_Requirement:_
Set the entries down again exactly; none may be skipped.

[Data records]
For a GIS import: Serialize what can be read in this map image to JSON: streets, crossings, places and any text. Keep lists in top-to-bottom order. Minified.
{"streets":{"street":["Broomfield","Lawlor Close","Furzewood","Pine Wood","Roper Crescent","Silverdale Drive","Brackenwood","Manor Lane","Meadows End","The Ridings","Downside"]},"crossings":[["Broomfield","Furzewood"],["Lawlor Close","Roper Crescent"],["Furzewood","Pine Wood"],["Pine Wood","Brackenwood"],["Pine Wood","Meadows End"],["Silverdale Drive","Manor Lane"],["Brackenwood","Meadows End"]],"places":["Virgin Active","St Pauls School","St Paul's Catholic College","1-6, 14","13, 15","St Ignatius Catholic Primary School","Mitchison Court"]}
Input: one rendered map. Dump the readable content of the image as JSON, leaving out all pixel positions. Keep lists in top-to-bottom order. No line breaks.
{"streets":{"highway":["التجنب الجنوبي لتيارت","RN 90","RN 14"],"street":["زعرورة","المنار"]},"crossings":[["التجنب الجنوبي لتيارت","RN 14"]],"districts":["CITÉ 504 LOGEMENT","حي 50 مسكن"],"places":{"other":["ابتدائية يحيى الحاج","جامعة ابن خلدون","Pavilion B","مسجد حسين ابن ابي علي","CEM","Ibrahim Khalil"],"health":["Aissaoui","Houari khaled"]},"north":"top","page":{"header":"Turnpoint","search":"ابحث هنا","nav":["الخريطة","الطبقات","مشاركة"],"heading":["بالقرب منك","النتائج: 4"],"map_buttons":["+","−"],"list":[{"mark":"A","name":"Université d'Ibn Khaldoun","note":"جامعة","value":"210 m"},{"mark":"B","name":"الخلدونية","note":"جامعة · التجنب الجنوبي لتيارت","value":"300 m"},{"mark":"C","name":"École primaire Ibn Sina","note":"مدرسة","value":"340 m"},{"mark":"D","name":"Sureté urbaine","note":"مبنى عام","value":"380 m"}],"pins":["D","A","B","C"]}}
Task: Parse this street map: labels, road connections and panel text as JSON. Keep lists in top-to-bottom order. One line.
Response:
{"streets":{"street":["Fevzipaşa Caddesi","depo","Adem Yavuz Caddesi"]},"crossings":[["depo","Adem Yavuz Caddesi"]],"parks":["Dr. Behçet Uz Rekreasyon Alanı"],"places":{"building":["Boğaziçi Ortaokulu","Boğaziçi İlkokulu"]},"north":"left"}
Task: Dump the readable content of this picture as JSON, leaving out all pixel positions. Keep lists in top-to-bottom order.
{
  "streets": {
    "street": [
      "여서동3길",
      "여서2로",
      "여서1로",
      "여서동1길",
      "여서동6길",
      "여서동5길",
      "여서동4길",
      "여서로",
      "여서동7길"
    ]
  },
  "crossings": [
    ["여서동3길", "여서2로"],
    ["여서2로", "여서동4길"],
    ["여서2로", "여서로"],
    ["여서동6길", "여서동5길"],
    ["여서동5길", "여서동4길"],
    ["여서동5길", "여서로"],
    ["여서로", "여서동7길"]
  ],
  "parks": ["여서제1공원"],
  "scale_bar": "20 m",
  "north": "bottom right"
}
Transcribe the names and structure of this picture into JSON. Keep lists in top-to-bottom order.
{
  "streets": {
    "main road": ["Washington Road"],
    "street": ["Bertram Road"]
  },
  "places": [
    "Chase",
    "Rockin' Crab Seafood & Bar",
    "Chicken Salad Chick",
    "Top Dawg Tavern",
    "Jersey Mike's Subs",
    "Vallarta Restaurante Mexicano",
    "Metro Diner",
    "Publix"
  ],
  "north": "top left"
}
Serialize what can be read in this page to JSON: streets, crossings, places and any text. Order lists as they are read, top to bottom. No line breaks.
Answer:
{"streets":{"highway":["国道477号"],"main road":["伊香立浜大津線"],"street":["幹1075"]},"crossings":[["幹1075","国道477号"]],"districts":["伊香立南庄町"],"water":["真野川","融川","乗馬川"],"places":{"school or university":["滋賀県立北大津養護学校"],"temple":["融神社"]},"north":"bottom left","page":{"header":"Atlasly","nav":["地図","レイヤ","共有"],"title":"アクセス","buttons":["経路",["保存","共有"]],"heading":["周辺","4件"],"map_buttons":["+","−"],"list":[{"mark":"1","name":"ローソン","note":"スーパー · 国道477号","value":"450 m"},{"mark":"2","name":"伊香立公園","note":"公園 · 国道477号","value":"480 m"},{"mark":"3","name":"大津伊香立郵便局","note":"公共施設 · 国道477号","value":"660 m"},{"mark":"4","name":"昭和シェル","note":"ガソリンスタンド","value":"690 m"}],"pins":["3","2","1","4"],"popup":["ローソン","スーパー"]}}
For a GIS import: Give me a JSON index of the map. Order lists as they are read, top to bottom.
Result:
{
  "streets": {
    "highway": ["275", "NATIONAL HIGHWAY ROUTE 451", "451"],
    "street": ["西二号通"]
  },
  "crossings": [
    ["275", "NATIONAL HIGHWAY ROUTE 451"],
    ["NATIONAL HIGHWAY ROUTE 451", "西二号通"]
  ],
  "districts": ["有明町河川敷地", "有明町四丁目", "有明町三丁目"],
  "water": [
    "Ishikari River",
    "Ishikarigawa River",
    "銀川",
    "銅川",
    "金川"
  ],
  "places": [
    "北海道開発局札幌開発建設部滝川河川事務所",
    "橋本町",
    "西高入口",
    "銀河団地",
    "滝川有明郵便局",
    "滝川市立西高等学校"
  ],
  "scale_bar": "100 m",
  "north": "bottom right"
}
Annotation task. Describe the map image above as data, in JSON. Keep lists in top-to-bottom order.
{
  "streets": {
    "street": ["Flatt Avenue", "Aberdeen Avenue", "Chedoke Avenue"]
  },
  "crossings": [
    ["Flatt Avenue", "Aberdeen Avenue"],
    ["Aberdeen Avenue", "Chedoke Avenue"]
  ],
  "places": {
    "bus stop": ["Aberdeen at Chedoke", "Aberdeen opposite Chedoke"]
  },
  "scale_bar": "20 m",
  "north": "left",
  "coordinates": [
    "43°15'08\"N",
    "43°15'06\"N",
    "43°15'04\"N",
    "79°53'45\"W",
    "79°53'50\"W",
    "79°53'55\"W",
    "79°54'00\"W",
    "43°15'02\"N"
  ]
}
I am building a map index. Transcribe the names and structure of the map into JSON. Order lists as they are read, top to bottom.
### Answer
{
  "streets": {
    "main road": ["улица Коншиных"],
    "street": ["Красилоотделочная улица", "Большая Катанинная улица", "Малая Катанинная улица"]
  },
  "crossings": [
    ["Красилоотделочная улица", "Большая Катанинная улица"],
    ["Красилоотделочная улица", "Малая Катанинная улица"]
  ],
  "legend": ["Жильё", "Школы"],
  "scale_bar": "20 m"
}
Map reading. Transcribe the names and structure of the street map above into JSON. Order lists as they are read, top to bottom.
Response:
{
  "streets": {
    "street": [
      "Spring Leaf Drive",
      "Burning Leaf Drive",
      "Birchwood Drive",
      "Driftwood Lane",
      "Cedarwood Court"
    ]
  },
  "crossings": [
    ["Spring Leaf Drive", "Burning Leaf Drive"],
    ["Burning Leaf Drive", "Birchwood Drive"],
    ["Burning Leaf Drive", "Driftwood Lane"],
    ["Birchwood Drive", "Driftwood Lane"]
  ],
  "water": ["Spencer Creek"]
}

_Solution:_
For a GIS import: Serialize what can be read in this map image to JSON: streets, crossings, places and any text. Keep lists in top-to-bottom order. Minified.
{"streets":{"street":["Broomfield","Lawlor Close","Furzewood","Pine Wood","Roper Crescent","Silverdale Drive","Brackenwood","Manor Lane","Meadows End","The Ridings","Downside"]},"crossings":[["Broomfield","Furzewood"],["Lawlor Close","Roper Crescent"],["Furzewood","Pine Wood"],["Pine Wood","Brackenwood"],["Pine Wood","Meadows End"],["Silverdale Drive","Manor Lane"],["Brackenwood","Meadows End"]],"places":["Virgin Active","St Pauls School","St Paul's Catholic College","1-6, 14","13, 15","St Ignatius Catholic Primary School","Mitchison Court"]}
Input: one rendered map. Dump the readable content of the image as JSON, leaving out all pixel positions. Keep lists in top-to-bottom order. No line breaks.
{"streets":{"highway":["التجنب الجنوبي لتيارت","RN 90","RN 14"],"street":["زعرورة","المنار"]},"crossings":[["التجنب الجنوبي لتيارت","RN 14"]],"districts":["CITÉ 504 LOGEMENT","حي 50 مسكن"],"places":{"other":["ابتدائية يحيى الحاج","جامعة ابن خلدون","Pavilion B","مسجد حسين ابن ابي علي","CEM","Ibrahim Khalil"],"health":["Aissaoui","Houari khaled"]},"north":"top","page":{"header":"Turnpoint","search":"ابحث هنا","nav":["الخريطة","الطبقات","مشاركة"],"heading":["بالقرب منك","النتائج: 4"],"map_buttons":["+","−"],"list":[{"mark":"A","name":"Université d'Ibn Khaldoun","note":"جامعة","value":"210 m"},{"mark":"B","name":"الخلدونية","note":"جامعة · التجنب الجنوبي لتيارت","value":"300 m"},{"mark":"C","name":"École primaire Ibn Sina","note":"مدرسة","value":"340 m"},{"mark":"D","name":"Sureté urbaine","note":"مبنى عام","value":"380 m"}],"pins":["D","A","B","C"]}}
Task: Parse this street map: labels, road connections and panel text as JSON. Keep lists in top-to-bottom order. One line.
Response:
{"streets":{"street":["Fevzipaşa Caddesi","depo","Adem Yavuz Caddesi"]},"crossings":[["depo","Adem Yavuz Caddesi"]],"parks":["Dr. Behçet Uz Rekreasyon Alanı"],"places":{"building":["Boğaziçi Ortaokulu","Boğaziçi İlkokulu"]},"north":"left"}
Task: Dump the readable content of this picture as JSON, leaving out all pixel positions. Keep lists in top-to-bottom order.
{
  "streets": {
    "street": [
      "여서동3길",
      "여서2로",
      "여서1로",
      "여서동1길",
      "여서동6길",
      "여서동5길",
      "여서동4길",
      "여서로",
      "여서동7길"
    ]
  },
  "crossings": [
    ["여서동3길", "여서2로"],
    ["여서2로", "여서동4길"],
    ["여서2로", "여서로"],
    ["여서동6길", "여서동5길"],
    ["여서동5길", "여서동4길"],
    ["여서동5길", "여서로"],
    ["여서로", "여서동7길"]
  ],
  "parks": ["여서제1공원"],
  "scale_bar": "20 m",
  "north": "bottom right"
}
Transcribe the names and structure of this picture into JSON. Keep lists in top-to-bottom order.
{
  "streets": {
    "main road": ["Washington Road"],
    "street": ["Bertram Road"]
  },
  "places": [
    "Chase",
    "Rockin' Crab Seafood & Bar",
    "Chicken Salad Chick",
    "Top Dawg Tavern",
    "Jersey Mike's Subs",
    "Vallarta Restaurante Mexicano",
    "Metro Diner",
    "Publix"
  ],
  "north": "top left"
}
Serialize what can be read in this page to JSON: streets, crossings, places and any text. Order lists as they are read, top to bottom. No line breaks.
Answer:
{"streets":{"highway":["国道477号"],"main road":["伊香立浜大津線"],"street":["幹1075"]},"crossings":[["幹1075","国道477号"]],"districts":["伊香立南庄町"],"water":["真野川","融川","乗馬川"],"places":{"school or university":["滋賀県立北大津養護学校"],"temple":["融神社"]},"north":"bottom left","page":{"header":"Atlasly","nav":["地図","レイヤ","共有"],"title":"アクセス","buttons":["経路",["保存","共有"]],"heading":["周辺","4件"],"map_buttons":["+","−"],"list":[{"mark":"1","name":"ローソン","note":"スーパー · 国道477号","value":"450 m"},{"mark":"2","name":"伊香立公園","note":"公園 · 国道477号","value":"480 m"},{"mark":"3","name":"大津伊香立郵便局","note":"公共施設 · 国道477号","value":"660 m"},{"mark":"4","name":"昭和シェル","note":"ガソリンスタンド","value":"690 m"}],"pins":["3","2","1","4"],"popup":["ローソン","スーパー"]}}
For a GIS import: Give me a JSON index of the map. Order lists as they are read, top to bottom.
Result:
{
  "streets": {
    "highway": ["275", "NATIONAL HIGHWAY ROUTE 451", "451"],
    "street": ["西二号通"]
  },
  "crossings": [
    ["275", "NATIONAL HIGHWAY ROUTE 451"],
    ["NATIONAL HIGHWAY ROUTE 451", "西二号通"]
  ],
  "districts": ["有明町河川敷地", "有明町四丁目", "有明町三丁目"],
  "water": [
    "Ishikari River",
    "Ishikarigawa River",
    "銀川",
    "銅川",
    "金川"
  ],
  "places": [
    "北海道開発局札幌開発建設部滝川河川事務所",
    "橋本町",
    "西高入口",
    "銀河団地",
    "滝川有明郵便局",
    "滝川市立西高等学校"
  ],
  "scale_bar": "100 m",
  "north": "bottom right"
}
Annotation task. Describe the map image above as data, in JSON. Keep lists in top-to-bottom order.
{
  "streets": {
    "street": ["Flatt Avenue", "Aberdeen Avenue", "Chedoke Avenue"]
  },
  "crossings": [
    ["Flatt Avenue", "Aberdeen Avenue"],
    ["Aberdeen Avenue", "Chedoke Avenue"]
  ],
  "places": {
    "bus stop": ["Aberdeen at Chedoke", "Aberdeen opposite Chedoke"]
  },
  "scale_bar": "20 m",
  "north": "left",
  "coordinates": [
    "43°15'08\"N",
    "43°15'06\"N",
    "43°15'04\"N",
    "79°53'45\"W",
    "79°53'50\"W",
    "79°53'55\"W",
    "79°54'00\"W",
    "43°15'02\"N"
  ]
}
I am building a map index. Transcribe the names and structure of the map into JSON. Order lists as they are read, top to bottom.
### Answer
{
  "streets": {
    "main road": ["улица Коншиных"],
    "street": ["Красилоотделочная улица", "Большая Катанинная улица", "Малая Катанинная улица"]
  },
  "crossings": [
    ["Красилоотделочная улица", "Большая Катанинная улица"],
    ["Красилоотделочная улица", "Малая Катанинная улица"]
  ],
  "legend": ["Жильё", "Школы"],
  "scale_bar": "20 m"
}
Map reading. Transcribe the names and structure of the street map above into JSON. Order lists as they are read, top to bottom.
Response:
{
  "streets": {
    "street": [
      "Spring Leaf Drive",
      "Burning Leaf Drive",
      "Birchwood Drive",
      "Driftwood Lane",
      "Cedarwood Court"
    ]
  },
  "crossings": [
    ["Spring Leaf Drive", "Burning Leaf Drive"],
    ["Burning Leaf Drive", "Birchwood Drive"],
    ["Burning Leaf Drive", "Driftwood Lane"],
    ["Birchwood Drive", "Driftwood Lane"]
  ],
  "water": ["Spencer Creek"]
}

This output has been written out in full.